● **INFORMATION GIVEN**
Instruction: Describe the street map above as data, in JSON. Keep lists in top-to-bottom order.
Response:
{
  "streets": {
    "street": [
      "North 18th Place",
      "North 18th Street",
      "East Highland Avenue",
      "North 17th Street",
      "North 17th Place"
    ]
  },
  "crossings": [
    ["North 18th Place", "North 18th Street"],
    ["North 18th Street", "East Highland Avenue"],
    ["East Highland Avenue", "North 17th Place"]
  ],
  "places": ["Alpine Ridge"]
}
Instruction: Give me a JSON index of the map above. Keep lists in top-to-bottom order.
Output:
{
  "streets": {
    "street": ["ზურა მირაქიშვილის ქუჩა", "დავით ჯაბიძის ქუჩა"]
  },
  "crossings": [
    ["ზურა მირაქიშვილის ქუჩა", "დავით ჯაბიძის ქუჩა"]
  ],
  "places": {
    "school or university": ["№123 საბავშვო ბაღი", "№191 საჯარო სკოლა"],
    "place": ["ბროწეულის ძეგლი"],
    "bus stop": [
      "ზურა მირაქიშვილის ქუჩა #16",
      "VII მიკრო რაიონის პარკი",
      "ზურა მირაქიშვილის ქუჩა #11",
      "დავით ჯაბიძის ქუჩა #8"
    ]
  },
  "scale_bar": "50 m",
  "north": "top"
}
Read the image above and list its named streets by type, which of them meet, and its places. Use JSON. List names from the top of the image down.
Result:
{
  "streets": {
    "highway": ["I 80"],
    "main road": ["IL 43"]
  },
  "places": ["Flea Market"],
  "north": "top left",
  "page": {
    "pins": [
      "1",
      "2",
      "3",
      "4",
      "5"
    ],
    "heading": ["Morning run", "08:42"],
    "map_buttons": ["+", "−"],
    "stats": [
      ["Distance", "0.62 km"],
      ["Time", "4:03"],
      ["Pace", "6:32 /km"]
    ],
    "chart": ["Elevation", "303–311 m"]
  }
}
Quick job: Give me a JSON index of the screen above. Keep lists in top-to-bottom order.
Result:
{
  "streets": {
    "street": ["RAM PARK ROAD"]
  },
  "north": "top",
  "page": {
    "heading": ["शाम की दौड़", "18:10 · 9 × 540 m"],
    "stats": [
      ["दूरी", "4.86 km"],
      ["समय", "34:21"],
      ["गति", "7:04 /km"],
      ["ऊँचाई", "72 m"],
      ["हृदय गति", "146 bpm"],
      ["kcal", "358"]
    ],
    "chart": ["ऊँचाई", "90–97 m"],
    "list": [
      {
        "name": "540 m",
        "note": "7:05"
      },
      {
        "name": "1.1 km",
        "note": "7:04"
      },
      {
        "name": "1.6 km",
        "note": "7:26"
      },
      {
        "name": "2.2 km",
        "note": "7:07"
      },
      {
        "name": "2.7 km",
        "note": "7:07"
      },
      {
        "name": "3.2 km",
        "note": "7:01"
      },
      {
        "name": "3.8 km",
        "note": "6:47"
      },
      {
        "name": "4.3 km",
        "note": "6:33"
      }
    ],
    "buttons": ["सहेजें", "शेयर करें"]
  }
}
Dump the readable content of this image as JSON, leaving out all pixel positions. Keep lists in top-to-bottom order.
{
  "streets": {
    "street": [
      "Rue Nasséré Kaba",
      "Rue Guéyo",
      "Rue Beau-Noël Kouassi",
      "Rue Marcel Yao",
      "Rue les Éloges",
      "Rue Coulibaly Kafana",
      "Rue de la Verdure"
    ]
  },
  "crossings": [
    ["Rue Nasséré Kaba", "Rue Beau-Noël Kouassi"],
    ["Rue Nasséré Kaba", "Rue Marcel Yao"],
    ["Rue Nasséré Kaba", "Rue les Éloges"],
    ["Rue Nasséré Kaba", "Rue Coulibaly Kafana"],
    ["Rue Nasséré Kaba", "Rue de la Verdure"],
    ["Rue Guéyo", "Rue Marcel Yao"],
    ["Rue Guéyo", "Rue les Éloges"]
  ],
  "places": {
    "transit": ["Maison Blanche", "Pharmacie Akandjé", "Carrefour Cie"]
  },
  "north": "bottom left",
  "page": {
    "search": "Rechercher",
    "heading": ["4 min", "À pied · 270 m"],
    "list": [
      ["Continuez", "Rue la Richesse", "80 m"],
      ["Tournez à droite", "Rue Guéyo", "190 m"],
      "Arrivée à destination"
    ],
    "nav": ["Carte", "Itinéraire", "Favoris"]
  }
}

● **AIM OF THE TASK**
From the start of the data to the line that holds "Read the image", retype each line exactly, with both ends included.

● **SOLUTION**
Instruction: Describe the street map above as data, in JSON. Keep lists in top-to-bottom order.
Response:
{
  "streets": {
    "street": [
      "North 18th Place",
      "North 18th Street",
      "East Highland Avenue",
      "North 17th Street",
      "North 17th Place"
    ]
  },
  "crossings": [
    ["North 18th Place", "North 18th Street"],
    ["North 18th Street", "East Highland Avenue"],
    ["East Highland Avenue", "North 17th Place"]
  ],
  "places": ["Alpine Ridge"]
}
Instruction: Give me a JSON index of the map above. Keep lists in top-to-bottom order.
Output:
{
  "streets": {
    "street": ["ზურა მირაქიშვილის ქუჩა", "დავით ჯაბიძის ქუჩა"]
  },
  "crossings": [
    ["ზურა მირაქიშვილის ქუჩა", "დავით ჯაბიძის ქუჩა"]
  ],
  "places": {
    "school or university": ["№123 საბავშვო ბაღი", "№191 საჯარო სკოლა"],
    "place": ["ბროწეულის ძეგლი"],
    "bus stop": [
      "ზურა მირაქიშვილის ქუჩა #16",
      "VII მიკრო რაიონის პარკი",
      "ზურა მირაქიშვილის ქუჩა #11",
      "დავით ჯაბიძის ქუჩა #8"
    ]
  },
  "scale_bar": "50 m",
  "north": "top"
}
Read the image above and list its named streets by type, which of them meet, and its places. Use JSON. List names from the top of the image down.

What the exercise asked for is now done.